Baked Sunday Mornings: Pumpkin Cheesecake Bars

Ah, fall. It's my favorite season of the year -- the crisp, clean air; the crunching of leaves underfoot; warm sweaters and cozy fleece; and, of course, pumpkin everything. I am a big fan of pumpkin baked goods, so much so that I always have canned pumpkin on hand; I even hoarded some during the massive canned pumpkin shortage in 2010. And since I had a few cans of Libby's in the cupboard, I decided to skip the step of making my own pumpkin puree for this week's Baked Sunday Mornings recipe, Pumpkin Cheesecake Bars.

These bars have a sweet pastry dough crust that you make in the food processor from flour, sugar, salt, cold butter, and an egg. After chilling the dough for at least an hour, you are supposed to roll it out and then transfer it into a 9-inch by 13-inch pan. I just folded a piece of parchment paper to fit inside the pan, rolled out the dough directly on the paper, and then dropped the parchment and dough together into the pan.

You are supposed to blind bake the crust for 15 minutes with weights and an additional 10 minutes without; while the crust looked great when I removed the pie weights, after another 10 minutes in the oven the crust had shrunken noticeably (about 1/2-inch all the way around), and the corners were very dark and verging on burnt. If I were to make this again, I would leave the weights on for a longer period of time.

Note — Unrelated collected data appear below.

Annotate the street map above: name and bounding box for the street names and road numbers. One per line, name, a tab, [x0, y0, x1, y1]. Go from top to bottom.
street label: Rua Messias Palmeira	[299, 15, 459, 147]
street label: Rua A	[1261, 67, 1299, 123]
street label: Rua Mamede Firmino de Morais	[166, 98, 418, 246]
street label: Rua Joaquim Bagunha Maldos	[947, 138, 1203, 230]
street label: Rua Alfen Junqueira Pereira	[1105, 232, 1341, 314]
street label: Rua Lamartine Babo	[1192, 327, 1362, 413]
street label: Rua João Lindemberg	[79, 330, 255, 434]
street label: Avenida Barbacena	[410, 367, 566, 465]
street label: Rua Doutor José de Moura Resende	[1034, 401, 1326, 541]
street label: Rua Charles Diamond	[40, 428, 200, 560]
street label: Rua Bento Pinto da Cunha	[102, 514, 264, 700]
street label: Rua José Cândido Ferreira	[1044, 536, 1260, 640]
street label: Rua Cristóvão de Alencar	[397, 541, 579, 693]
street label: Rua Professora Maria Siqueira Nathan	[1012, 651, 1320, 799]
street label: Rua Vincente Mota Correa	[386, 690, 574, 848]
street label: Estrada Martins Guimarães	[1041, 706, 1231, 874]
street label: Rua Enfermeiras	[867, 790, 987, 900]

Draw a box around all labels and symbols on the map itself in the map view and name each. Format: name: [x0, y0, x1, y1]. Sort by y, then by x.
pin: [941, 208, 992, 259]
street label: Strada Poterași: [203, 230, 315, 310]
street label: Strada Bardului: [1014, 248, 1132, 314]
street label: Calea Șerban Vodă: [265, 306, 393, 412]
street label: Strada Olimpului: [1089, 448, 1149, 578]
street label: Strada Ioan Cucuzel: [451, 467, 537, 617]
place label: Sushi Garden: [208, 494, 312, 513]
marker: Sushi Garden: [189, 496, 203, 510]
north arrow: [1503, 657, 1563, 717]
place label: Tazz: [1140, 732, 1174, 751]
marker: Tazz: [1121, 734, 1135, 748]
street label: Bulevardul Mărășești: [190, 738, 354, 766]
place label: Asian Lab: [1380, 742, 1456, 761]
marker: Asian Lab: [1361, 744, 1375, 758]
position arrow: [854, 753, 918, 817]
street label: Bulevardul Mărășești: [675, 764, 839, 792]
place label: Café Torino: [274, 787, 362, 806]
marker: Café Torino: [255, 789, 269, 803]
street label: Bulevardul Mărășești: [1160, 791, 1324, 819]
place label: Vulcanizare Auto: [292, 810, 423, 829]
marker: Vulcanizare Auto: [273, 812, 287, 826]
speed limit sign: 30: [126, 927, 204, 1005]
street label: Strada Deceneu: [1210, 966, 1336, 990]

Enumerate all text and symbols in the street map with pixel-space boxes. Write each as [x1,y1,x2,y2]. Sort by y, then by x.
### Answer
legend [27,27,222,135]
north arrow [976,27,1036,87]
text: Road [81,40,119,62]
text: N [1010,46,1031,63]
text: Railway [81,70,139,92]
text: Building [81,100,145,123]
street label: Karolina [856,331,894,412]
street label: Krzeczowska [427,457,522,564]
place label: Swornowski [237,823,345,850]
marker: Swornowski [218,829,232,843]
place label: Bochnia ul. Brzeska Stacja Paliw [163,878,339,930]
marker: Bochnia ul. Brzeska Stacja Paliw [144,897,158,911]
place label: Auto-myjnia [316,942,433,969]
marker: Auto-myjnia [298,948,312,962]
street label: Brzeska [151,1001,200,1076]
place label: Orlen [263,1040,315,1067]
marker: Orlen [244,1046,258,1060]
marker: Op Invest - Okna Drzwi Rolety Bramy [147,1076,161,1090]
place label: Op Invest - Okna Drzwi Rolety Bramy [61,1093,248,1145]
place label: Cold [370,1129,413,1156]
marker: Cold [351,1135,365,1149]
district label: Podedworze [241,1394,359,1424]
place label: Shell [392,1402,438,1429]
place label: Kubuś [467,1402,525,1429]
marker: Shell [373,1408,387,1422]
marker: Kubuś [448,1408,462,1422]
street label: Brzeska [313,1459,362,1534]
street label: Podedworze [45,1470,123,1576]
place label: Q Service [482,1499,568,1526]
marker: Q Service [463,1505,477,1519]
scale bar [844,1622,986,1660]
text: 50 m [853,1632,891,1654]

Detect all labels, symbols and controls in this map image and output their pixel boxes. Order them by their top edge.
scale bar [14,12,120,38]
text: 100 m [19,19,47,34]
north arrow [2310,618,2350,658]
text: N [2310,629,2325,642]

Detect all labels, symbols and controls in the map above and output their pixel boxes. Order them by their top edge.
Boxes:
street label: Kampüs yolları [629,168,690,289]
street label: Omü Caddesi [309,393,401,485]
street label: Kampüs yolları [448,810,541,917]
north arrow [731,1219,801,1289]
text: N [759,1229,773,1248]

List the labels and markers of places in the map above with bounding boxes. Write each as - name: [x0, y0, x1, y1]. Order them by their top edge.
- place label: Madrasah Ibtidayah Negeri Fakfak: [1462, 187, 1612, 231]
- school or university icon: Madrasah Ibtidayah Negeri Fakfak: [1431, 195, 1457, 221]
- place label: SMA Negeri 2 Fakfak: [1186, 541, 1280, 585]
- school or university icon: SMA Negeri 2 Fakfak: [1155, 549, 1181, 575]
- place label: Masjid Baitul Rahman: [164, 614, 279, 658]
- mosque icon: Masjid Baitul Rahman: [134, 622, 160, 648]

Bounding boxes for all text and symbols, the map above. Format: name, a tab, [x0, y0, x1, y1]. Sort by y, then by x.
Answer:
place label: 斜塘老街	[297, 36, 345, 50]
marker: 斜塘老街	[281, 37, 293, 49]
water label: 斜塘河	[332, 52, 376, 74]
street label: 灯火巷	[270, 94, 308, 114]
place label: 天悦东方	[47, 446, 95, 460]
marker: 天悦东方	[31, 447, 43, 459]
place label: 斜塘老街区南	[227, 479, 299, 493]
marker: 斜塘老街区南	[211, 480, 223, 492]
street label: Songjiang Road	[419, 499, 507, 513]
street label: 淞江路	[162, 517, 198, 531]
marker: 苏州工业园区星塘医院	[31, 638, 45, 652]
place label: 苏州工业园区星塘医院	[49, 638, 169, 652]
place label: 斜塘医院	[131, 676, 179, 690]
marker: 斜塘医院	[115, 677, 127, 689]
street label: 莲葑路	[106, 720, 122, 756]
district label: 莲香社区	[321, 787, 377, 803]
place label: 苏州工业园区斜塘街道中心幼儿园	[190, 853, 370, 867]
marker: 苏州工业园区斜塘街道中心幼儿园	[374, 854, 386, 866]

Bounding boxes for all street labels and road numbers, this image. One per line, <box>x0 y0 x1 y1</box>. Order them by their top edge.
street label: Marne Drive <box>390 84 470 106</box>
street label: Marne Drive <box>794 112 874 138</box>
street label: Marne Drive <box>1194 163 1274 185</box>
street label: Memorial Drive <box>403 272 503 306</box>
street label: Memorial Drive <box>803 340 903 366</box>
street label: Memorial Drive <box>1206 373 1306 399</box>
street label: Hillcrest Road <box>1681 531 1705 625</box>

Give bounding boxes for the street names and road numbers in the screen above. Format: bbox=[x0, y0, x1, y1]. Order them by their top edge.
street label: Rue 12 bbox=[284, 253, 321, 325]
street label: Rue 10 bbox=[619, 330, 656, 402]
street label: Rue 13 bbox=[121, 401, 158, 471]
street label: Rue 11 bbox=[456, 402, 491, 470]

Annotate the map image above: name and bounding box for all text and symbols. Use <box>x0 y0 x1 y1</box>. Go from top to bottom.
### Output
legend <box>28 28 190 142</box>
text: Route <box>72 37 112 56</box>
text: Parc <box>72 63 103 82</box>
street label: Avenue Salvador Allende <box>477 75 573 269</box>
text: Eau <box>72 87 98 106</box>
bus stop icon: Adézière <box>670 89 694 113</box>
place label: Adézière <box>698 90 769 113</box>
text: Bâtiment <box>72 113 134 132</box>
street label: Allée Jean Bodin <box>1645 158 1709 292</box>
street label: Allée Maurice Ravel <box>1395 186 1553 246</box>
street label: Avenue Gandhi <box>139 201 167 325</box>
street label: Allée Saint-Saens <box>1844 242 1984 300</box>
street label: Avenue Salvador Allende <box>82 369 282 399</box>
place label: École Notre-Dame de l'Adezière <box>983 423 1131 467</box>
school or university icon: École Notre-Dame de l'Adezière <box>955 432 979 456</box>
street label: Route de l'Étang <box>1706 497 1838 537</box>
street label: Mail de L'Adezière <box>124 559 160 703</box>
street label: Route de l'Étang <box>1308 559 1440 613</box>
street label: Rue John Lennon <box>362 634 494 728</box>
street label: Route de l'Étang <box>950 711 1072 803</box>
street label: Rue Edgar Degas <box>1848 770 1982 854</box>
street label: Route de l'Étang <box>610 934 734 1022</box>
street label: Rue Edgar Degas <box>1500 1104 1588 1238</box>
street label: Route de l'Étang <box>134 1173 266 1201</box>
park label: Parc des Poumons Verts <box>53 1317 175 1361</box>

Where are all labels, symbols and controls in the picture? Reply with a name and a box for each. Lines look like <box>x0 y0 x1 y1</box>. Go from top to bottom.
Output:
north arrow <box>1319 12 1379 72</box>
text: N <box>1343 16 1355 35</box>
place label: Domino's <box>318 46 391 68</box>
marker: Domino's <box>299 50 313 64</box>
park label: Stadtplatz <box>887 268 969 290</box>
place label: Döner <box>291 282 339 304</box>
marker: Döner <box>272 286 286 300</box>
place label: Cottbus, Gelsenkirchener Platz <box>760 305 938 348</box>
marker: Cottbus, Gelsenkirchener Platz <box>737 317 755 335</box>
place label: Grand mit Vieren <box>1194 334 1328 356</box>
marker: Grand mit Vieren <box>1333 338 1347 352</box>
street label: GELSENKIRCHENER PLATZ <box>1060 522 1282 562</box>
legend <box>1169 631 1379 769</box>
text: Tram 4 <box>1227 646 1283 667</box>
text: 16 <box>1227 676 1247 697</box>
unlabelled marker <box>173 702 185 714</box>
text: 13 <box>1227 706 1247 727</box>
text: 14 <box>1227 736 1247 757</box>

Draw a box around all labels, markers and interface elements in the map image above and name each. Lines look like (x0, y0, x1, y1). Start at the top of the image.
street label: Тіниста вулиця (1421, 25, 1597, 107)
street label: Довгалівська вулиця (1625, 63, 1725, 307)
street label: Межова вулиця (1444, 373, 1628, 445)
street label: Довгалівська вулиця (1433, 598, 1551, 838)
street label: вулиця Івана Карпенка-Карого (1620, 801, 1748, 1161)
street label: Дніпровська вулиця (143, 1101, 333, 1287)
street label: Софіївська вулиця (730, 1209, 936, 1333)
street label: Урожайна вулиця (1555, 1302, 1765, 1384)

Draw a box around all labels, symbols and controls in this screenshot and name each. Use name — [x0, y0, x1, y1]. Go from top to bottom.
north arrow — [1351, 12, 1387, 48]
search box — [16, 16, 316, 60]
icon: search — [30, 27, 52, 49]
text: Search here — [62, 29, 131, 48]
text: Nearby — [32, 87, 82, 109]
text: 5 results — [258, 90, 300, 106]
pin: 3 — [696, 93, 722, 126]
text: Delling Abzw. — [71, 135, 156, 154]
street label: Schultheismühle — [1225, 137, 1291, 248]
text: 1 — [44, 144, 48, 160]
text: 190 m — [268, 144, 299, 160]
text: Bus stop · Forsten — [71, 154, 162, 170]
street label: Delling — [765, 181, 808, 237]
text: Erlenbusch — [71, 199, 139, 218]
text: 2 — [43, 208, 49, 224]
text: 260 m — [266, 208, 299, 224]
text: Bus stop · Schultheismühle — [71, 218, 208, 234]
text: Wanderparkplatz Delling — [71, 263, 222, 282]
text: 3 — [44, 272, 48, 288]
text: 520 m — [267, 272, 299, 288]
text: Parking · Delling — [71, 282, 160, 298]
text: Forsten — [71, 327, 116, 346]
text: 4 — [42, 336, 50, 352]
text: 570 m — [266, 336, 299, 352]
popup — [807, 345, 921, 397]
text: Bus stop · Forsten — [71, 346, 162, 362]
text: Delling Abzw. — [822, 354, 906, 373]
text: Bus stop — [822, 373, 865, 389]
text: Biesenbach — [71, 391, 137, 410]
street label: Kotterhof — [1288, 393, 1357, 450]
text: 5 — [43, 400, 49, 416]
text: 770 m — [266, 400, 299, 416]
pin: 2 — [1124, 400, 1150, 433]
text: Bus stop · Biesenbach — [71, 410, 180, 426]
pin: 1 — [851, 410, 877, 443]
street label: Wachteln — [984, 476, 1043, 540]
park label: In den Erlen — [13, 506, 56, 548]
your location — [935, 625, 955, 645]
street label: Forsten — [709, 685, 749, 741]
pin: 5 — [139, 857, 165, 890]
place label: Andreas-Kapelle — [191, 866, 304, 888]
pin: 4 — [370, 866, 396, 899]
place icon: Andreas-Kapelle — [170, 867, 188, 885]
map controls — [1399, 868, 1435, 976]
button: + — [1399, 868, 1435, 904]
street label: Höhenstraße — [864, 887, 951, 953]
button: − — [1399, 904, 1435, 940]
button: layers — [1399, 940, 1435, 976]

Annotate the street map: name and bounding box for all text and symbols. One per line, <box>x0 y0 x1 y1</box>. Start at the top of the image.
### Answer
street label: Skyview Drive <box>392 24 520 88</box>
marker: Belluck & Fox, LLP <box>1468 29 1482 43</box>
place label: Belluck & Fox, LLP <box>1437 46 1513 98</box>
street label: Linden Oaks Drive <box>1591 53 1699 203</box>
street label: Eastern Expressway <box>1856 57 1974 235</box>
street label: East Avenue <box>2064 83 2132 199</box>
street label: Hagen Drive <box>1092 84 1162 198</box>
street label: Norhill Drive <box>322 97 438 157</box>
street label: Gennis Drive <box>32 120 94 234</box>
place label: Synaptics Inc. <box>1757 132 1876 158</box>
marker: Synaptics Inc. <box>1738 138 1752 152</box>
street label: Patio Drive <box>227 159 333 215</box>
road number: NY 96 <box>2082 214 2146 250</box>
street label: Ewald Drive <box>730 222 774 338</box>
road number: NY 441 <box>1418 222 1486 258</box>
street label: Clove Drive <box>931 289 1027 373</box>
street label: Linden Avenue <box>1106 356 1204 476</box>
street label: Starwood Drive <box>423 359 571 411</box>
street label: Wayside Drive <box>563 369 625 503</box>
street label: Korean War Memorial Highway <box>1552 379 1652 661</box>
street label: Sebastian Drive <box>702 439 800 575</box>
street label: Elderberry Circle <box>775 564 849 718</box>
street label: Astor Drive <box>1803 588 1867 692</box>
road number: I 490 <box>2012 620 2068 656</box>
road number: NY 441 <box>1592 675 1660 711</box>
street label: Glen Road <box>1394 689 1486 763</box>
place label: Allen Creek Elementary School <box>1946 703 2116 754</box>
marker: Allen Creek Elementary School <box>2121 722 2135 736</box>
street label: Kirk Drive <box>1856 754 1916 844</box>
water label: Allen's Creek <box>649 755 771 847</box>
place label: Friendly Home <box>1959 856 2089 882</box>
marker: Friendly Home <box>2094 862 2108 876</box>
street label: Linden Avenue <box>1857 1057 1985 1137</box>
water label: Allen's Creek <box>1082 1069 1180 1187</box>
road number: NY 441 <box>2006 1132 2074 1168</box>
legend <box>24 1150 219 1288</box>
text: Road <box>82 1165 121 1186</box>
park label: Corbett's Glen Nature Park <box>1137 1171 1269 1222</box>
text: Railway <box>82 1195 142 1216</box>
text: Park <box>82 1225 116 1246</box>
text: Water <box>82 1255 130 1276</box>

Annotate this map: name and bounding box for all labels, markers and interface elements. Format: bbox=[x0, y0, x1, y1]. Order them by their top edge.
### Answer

The pumpkin cheesecake filling is a mixture of cream cheese, sugar, pumpkin, maple syrup, vanilla, salt, cinnamon, nutmeg, ginger, allspice, and eggs. You pour the mixture on the crust and bake until puffy and set. Then after the bars are cooled and well chilled, you add a cream cheese frosting made from butter, cream cheese, powdered sugar, vanilla, and salt. After another brief chill, the bars are ready to cut and serve.

Because the crust had shrunk so much, I trimmed off all of the edges to get uniform bars with crust all the way around. While the corners and some of the edge pieces had a very dark crust (like the piece on the right in the photo above), pieces cut from the center of the pan had a light blond crust with almost no color at all (like the piece on the left in the photo). But the bars cut easily, the crust didn't fracture, and the filling and frosting were firm enough to maintain their shape.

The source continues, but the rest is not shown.